Member of Parliament for Winnipeg
- In office 27 April 1897 – 21 February 1899
- Preceded by: Hugh John Macdonald
- Succeeded by: Arthur Puttee

Personal details
- Born: 12 July 1851 Cape Town, Cape Colony
- Died: 21 February 1899 (aged 47) Winnipeg, Manitoba, Canada
- Spouse: Ann Elizabeth Thurman (m. 1 May 1881)

= Richard Willis Jameson =

Canadian politician

Richard Willis Jameson (12 July 1851 – 21 February 1899) was a Canadian politician who served as an alderman and 15th Mayor of Winnipeg, and as a Member of the House of Commons of Canada.

== Early life ==
Born in Cape Town, Jameson was educated in the United Kingdom. He graduated from Trinity College, Cambridge after attending King's College London. He moved to Canada in 1876, first practicing law in Toronto, and received his admission to the bar in Ontario the following year. He moved to Winnipeg in 1881 to conduct land speculation at a time when that city's economy enjoyed considerable growth. He was inducted into Manitoba's provincial bar in 1882.
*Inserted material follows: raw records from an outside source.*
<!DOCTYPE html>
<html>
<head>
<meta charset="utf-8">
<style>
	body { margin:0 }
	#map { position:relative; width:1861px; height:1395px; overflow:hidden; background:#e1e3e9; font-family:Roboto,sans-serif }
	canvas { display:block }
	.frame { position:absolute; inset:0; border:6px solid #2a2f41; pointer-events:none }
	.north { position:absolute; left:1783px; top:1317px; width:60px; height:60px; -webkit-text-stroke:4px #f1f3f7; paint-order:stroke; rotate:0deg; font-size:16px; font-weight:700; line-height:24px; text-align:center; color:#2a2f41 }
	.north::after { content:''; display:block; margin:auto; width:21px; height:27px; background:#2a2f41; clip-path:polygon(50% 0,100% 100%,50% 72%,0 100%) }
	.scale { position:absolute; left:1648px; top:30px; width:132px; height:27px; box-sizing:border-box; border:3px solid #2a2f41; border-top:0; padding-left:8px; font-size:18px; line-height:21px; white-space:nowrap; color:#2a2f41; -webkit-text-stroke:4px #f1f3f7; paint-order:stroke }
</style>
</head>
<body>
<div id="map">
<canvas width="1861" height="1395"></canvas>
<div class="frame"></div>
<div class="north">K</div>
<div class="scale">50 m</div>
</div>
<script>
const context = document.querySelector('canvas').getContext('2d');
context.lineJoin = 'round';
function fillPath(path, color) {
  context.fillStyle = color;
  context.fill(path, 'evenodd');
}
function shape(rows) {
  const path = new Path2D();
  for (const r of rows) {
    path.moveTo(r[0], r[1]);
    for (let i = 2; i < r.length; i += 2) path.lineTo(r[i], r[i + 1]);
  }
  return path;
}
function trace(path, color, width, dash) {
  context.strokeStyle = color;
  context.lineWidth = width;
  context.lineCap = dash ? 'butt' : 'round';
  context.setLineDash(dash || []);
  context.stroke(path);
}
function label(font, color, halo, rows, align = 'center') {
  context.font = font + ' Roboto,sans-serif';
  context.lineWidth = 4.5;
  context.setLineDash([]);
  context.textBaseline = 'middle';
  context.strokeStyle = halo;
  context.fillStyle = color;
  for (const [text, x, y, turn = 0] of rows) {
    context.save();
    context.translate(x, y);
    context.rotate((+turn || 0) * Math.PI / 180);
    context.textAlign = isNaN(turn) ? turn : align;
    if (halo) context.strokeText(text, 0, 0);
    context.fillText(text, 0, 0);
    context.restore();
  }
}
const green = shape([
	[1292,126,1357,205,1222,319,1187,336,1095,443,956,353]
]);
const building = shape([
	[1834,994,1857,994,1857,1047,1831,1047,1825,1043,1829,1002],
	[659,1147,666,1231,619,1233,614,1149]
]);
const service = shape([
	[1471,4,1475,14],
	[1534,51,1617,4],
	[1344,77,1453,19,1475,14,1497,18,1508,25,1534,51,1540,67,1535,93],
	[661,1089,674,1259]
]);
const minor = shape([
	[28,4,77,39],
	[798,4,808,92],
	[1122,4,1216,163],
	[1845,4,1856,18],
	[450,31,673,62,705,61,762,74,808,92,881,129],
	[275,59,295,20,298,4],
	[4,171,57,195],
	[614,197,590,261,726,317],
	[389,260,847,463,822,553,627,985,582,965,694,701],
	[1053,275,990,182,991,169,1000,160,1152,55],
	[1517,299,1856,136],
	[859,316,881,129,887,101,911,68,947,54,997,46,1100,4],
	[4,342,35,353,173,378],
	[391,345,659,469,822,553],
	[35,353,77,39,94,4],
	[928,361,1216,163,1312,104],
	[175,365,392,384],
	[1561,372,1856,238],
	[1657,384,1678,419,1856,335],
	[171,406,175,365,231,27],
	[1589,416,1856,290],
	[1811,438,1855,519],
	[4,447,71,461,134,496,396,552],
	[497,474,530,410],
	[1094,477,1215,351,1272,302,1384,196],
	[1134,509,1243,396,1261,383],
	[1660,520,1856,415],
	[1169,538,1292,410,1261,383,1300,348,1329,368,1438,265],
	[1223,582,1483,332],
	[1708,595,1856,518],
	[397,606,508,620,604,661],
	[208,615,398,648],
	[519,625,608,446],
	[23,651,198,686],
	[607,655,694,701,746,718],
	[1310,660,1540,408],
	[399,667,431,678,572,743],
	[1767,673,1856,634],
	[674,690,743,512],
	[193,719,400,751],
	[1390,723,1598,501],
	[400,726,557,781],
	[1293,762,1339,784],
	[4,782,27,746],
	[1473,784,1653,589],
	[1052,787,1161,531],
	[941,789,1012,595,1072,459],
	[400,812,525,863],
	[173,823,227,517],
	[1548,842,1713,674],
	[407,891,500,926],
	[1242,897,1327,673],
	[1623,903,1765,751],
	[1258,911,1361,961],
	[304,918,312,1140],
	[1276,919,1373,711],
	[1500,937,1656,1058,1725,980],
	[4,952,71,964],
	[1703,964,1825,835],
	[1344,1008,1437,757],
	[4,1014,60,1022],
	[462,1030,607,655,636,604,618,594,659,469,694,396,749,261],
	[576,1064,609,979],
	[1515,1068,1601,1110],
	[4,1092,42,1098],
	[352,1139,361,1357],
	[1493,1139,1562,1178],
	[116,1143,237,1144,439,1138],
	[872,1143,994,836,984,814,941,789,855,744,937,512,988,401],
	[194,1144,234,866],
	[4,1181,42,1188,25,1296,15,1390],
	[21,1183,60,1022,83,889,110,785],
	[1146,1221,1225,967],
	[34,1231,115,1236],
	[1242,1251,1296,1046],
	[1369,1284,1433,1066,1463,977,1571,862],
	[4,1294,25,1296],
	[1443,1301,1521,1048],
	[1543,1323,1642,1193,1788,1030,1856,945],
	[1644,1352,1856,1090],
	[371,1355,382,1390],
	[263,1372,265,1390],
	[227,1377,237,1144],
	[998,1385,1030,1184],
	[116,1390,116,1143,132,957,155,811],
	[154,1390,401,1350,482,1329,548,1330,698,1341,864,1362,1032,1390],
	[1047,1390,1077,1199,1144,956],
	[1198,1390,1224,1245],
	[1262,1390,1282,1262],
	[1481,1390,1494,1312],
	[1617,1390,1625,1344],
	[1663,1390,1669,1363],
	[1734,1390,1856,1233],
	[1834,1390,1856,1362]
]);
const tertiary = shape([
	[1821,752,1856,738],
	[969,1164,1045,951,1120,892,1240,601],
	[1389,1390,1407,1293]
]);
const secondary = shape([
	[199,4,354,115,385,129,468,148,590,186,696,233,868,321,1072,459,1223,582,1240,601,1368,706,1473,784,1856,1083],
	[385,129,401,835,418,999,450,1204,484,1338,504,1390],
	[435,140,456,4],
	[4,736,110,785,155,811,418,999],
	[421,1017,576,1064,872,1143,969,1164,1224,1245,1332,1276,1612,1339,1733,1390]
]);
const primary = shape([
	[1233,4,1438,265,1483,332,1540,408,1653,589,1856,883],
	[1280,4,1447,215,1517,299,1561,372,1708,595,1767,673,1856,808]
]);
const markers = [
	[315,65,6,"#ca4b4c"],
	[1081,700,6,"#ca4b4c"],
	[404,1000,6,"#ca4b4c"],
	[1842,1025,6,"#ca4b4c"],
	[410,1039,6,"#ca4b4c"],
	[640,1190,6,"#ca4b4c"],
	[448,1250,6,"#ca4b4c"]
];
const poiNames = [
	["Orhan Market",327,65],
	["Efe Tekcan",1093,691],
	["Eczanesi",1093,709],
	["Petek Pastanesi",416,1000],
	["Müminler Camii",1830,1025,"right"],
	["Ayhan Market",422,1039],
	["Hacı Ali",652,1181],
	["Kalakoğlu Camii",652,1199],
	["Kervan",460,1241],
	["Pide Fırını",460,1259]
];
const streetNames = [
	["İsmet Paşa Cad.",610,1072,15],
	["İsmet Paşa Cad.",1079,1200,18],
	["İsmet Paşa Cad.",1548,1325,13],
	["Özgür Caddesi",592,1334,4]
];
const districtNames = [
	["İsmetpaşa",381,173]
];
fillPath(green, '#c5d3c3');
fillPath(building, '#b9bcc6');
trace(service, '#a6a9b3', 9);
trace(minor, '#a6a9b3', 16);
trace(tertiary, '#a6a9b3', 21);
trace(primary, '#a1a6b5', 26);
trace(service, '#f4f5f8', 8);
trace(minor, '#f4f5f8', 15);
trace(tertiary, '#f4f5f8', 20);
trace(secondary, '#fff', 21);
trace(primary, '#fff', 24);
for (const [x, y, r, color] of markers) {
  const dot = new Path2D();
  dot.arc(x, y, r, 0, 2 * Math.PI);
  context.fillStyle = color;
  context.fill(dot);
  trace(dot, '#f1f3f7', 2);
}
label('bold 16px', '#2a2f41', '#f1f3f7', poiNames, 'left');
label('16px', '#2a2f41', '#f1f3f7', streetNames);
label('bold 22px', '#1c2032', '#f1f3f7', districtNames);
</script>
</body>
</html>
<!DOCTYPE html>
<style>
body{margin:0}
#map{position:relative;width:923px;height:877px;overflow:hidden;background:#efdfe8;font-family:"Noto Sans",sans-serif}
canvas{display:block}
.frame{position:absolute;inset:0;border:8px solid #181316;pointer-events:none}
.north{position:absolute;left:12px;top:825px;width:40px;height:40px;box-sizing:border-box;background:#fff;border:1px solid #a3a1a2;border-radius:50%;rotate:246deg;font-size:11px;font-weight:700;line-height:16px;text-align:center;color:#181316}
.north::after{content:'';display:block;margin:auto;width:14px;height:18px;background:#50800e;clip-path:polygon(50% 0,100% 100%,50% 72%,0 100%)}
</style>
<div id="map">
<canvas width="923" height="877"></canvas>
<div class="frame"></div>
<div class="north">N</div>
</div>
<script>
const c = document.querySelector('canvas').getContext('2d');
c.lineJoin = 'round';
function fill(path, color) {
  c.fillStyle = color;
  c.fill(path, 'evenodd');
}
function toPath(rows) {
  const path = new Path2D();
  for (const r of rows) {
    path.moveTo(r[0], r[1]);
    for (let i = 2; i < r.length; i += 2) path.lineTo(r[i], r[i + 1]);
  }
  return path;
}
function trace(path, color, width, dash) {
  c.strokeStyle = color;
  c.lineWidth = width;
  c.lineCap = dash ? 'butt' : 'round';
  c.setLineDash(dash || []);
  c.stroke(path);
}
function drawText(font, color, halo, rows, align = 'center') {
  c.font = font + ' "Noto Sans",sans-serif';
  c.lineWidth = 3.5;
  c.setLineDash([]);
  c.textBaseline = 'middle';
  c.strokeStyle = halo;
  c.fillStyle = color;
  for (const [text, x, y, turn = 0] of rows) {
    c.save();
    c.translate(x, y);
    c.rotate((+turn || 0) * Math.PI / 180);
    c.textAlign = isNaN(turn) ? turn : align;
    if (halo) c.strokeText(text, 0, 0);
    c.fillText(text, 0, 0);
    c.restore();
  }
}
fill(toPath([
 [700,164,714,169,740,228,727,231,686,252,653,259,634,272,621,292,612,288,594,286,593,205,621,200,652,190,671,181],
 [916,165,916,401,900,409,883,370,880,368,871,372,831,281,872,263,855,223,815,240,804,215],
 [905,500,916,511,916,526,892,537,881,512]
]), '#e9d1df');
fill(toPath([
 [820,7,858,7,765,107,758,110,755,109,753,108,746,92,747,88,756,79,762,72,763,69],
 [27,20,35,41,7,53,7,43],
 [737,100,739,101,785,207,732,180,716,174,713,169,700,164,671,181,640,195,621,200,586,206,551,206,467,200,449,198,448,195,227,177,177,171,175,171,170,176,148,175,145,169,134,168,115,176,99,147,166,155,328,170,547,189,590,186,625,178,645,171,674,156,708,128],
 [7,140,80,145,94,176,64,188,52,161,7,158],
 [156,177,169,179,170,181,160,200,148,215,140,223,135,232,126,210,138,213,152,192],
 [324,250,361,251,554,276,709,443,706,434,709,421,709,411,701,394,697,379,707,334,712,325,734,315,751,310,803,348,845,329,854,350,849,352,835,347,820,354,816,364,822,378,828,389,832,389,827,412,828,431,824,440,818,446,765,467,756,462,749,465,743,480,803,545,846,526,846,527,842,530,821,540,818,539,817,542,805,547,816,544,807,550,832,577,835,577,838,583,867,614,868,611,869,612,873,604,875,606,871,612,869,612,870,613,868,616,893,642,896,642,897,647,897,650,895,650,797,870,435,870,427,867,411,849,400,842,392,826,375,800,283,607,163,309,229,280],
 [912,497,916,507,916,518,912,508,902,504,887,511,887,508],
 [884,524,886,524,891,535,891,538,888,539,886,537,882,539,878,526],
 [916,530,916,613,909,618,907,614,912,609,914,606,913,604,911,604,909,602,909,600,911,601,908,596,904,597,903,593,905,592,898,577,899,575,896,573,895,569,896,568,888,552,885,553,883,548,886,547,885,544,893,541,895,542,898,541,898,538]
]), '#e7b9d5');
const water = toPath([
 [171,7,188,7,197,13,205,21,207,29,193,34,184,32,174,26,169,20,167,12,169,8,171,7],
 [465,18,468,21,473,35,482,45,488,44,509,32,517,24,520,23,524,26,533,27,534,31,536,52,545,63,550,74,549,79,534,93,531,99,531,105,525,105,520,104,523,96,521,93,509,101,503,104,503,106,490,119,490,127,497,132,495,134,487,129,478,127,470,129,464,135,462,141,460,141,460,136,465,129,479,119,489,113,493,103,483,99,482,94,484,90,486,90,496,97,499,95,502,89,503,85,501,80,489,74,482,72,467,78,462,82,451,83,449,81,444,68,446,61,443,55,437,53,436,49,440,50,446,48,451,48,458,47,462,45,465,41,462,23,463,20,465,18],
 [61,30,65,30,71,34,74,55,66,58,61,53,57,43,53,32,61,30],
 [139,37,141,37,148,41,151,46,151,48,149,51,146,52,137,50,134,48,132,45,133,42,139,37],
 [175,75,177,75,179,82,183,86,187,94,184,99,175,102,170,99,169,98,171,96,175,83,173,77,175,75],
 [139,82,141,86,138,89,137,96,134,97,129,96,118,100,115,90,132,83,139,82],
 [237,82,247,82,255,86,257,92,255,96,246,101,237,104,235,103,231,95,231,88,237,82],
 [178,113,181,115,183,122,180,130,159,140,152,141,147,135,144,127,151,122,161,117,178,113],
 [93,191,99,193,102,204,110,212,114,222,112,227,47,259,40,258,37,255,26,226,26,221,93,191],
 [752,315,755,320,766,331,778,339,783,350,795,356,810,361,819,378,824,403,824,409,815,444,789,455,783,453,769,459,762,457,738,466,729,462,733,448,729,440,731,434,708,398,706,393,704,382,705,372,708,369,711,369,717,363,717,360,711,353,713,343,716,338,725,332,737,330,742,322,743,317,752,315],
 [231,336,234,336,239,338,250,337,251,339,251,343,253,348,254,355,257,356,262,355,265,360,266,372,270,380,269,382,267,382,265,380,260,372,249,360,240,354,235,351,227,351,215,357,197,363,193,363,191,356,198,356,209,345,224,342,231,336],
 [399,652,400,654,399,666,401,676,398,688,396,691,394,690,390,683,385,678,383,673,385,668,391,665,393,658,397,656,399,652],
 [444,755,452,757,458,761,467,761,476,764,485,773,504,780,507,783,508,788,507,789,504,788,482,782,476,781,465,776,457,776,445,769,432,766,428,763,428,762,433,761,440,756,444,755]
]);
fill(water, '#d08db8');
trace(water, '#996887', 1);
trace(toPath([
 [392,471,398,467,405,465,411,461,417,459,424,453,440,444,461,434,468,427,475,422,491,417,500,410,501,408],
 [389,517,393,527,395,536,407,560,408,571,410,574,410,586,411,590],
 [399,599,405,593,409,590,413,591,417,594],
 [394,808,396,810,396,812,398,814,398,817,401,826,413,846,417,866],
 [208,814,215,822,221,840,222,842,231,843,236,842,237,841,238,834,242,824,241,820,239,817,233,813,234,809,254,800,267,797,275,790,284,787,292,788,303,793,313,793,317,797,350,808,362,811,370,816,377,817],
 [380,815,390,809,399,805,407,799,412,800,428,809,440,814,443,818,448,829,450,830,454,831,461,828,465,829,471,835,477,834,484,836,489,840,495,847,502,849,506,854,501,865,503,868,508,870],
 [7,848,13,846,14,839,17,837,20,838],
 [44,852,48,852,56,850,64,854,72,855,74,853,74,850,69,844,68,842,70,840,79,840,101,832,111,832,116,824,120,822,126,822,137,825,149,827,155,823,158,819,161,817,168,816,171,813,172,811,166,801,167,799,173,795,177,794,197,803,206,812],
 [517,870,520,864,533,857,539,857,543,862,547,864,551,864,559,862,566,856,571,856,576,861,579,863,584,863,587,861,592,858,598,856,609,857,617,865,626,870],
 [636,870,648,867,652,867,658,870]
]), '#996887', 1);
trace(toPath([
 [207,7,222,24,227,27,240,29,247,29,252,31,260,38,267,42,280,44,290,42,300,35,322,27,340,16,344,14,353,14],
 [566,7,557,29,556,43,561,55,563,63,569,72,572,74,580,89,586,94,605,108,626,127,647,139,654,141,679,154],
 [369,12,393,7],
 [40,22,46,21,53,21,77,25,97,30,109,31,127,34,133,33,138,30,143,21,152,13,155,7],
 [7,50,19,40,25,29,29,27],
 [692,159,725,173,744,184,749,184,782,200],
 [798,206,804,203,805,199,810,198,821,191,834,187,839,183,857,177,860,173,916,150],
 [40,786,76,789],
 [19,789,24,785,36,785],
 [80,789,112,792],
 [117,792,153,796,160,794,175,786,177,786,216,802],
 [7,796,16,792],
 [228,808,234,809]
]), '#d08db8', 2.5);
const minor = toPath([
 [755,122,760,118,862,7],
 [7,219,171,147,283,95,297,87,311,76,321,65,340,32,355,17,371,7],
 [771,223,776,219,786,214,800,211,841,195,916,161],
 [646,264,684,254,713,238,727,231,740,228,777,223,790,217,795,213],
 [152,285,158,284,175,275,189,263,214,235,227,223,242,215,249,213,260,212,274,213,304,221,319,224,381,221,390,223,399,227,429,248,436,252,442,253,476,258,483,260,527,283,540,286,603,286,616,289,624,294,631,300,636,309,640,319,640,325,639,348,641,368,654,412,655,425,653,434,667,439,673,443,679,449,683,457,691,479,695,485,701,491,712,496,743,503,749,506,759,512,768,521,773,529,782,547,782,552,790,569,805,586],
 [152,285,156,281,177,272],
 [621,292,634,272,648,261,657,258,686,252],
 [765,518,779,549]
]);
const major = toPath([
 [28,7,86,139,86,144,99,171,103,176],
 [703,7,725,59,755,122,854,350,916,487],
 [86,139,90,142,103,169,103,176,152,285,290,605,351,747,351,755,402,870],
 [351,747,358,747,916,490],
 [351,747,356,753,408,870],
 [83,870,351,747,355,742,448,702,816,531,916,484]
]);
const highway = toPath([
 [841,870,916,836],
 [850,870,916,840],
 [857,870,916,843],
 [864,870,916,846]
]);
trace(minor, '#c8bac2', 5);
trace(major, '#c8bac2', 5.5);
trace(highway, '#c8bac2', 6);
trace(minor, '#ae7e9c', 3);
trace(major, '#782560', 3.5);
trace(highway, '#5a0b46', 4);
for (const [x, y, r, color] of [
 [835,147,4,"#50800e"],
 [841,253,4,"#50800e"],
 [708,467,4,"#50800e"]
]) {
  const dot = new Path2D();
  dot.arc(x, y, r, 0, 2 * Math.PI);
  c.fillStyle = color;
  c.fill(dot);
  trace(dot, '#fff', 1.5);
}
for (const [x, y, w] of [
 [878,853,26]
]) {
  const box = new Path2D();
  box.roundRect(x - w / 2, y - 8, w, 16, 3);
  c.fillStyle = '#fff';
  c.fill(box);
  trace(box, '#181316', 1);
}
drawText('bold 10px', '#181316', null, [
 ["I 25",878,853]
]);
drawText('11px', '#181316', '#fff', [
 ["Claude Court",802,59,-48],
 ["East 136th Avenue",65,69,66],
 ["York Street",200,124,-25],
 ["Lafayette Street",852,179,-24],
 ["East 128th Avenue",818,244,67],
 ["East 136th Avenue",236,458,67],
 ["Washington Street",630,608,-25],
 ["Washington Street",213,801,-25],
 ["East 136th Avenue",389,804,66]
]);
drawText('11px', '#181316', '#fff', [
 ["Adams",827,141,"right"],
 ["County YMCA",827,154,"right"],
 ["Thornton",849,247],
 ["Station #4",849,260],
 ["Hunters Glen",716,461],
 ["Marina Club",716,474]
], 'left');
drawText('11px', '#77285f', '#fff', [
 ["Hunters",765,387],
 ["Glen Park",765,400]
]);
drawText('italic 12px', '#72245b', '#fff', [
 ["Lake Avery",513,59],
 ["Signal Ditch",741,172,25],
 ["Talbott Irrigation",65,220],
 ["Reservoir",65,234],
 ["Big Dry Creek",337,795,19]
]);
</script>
Following terms as Winnipeg alderman starting in 1892, Jameson was elected the city's Mayor for 1896.

After the federal election results for the Winnipeg riding were annulled in March 1897, Jameson entered a by-election as a Liberal candidate. He won the riding on 27 April 1897 and served for a portion of the 8th Canadian Parliament. However, Jameson died from a self-inflicted gunshot wound on 21 February 1899 shortly after presenting a speech to the Winnipeg Board of Trade. An investigation concluded that his death was not suicidal but accidental in nature.

Winnipeg named Jamison Avenue [sic] in his honour.